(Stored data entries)
:::

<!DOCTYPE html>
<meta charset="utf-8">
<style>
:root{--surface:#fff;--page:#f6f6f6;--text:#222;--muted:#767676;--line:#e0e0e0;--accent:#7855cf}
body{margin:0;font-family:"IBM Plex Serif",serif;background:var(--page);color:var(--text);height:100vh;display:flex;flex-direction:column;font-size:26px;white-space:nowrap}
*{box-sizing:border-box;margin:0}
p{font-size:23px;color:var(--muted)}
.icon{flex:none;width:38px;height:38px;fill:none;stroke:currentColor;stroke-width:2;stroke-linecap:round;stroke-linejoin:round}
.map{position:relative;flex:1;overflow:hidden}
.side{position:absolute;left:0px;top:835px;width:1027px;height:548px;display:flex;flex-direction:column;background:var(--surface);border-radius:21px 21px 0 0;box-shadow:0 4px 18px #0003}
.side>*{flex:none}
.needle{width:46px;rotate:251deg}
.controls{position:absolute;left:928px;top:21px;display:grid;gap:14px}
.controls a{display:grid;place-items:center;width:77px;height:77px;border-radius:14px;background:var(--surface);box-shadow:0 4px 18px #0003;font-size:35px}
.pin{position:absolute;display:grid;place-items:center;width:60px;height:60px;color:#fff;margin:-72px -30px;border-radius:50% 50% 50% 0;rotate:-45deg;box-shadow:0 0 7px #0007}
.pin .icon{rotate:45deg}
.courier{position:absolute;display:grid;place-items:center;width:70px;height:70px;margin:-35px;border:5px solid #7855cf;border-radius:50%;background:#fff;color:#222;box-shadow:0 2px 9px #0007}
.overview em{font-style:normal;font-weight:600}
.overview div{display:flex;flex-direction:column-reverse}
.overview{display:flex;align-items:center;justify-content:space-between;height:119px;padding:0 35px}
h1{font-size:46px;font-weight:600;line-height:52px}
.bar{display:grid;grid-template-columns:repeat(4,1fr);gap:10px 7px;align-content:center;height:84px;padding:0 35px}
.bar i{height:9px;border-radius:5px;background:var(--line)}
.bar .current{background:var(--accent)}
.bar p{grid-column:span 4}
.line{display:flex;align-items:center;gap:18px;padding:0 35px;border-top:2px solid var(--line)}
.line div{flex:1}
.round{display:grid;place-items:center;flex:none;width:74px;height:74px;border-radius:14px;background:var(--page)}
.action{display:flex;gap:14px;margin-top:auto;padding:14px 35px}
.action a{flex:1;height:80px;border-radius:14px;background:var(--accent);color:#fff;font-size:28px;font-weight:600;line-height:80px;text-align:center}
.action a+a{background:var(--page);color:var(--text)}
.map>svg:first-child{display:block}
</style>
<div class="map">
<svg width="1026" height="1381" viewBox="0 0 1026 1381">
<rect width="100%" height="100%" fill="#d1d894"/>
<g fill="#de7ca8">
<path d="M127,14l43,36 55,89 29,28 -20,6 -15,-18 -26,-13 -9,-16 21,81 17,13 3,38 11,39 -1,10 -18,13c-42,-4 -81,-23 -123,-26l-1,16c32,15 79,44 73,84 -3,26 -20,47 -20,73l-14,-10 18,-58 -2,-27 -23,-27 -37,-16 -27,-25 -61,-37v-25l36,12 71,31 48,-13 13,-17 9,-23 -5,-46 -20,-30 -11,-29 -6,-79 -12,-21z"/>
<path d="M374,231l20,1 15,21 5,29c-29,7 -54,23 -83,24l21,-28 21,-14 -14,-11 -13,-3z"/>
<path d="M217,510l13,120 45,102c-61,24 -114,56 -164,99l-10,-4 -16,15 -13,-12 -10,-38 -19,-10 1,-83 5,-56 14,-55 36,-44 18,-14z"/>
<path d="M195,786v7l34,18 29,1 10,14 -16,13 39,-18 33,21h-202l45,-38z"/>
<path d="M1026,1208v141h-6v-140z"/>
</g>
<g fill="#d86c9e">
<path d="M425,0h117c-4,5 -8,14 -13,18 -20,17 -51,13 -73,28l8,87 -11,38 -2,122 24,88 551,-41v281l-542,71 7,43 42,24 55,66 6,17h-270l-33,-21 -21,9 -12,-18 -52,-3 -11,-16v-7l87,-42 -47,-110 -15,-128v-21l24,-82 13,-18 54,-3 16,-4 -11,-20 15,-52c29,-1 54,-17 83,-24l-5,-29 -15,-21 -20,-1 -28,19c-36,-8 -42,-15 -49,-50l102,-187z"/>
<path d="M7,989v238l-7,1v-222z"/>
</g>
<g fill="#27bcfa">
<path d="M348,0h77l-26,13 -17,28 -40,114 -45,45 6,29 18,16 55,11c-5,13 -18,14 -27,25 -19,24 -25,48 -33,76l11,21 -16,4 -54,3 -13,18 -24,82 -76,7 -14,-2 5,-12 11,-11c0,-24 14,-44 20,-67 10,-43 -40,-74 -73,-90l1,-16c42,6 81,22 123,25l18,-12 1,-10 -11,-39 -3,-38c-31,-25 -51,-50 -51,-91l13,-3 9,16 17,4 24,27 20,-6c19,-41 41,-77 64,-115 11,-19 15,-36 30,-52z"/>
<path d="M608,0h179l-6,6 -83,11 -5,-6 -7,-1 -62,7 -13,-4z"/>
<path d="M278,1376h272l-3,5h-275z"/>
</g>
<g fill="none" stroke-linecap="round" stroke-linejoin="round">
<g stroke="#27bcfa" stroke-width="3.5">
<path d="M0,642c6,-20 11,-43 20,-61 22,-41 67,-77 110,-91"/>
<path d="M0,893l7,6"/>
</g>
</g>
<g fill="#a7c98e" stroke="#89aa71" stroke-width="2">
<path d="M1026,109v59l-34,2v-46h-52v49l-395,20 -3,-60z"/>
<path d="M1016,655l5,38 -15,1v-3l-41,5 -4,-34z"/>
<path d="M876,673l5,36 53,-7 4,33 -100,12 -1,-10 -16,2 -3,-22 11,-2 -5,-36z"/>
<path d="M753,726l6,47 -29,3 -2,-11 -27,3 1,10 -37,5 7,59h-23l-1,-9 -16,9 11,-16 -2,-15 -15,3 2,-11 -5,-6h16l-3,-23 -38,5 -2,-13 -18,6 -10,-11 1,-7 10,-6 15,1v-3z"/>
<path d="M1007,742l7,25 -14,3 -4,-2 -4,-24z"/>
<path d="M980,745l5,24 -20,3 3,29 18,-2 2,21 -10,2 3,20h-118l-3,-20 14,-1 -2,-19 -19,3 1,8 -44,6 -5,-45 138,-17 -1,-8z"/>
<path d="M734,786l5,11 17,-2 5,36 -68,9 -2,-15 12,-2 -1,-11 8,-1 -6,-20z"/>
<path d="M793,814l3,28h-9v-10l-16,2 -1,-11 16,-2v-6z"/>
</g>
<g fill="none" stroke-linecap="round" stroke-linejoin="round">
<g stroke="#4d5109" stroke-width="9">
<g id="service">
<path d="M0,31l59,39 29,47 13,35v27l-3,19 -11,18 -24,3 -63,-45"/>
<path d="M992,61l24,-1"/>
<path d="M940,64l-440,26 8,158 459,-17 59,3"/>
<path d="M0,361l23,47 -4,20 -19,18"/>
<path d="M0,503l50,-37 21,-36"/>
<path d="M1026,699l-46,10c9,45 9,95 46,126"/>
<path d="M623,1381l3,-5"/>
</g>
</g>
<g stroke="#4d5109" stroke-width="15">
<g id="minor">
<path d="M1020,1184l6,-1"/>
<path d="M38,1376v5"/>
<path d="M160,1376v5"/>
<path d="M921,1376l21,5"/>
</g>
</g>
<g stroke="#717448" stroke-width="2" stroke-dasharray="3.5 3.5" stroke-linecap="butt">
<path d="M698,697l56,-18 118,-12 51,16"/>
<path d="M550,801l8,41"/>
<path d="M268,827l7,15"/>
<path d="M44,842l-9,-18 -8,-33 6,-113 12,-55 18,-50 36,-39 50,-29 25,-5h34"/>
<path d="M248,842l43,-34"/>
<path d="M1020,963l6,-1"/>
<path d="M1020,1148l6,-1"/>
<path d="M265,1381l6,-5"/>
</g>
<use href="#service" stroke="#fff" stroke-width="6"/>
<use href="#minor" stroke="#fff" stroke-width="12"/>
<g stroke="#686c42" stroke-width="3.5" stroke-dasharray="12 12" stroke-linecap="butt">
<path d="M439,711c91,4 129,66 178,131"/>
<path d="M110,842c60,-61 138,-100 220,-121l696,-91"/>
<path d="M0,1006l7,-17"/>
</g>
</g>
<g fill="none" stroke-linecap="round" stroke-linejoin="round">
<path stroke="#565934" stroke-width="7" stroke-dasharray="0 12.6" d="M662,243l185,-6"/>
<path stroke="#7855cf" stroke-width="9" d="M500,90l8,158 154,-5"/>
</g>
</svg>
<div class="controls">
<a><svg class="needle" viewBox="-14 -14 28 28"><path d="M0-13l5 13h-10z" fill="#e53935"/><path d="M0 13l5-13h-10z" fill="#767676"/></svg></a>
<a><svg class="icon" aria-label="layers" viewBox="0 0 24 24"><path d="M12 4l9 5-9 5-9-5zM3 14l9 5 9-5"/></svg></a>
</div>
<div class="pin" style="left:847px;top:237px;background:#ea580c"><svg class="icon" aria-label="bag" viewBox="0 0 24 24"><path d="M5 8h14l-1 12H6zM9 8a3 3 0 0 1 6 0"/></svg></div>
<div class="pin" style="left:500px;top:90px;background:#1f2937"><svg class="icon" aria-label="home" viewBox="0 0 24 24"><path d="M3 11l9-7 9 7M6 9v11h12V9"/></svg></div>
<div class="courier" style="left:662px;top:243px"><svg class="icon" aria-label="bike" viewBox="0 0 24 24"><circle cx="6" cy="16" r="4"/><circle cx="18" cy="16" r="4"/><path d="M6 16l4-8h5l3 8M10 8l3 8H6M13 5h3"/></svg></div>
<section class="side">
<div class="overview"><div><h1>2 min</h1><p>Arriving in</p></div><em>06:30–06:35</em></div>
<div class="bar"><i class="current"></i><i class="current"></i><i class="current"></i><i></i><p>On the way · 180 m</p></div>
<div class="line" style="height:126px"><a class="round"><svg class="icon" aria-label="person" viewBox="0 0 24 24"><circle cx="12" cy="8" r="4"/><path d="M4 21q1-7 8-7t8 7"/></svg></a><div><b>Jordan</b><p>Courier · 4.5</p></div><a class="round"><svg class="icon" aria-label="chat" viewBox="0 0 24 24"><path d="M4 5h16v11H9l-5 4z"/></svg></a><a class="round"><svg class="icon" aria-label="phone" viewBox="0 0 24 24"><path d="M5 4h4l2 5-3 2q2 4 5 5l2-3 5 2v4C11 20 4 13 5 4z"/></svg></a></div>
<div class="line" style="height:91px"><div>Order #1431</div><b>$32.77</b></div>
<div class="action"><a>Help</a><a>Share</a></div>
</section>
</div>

:::

PROBLEM REQUIREMENTS: All the lines that hold the word "rotate" must appear in the answer, copied from the records.

OUTPUT OF THE TASK:
.needle{width:46px;rotate:251deg}
.pin{position:absolute;display:grid;place-items:center;width:60px;height:60px;color:#fff;margin:-72px -30px;border-radius:50% 50% 50% 0;rotate:-45deg;box-shadow:0 0 7px #0007}
.pin .icon{rotate:45deg}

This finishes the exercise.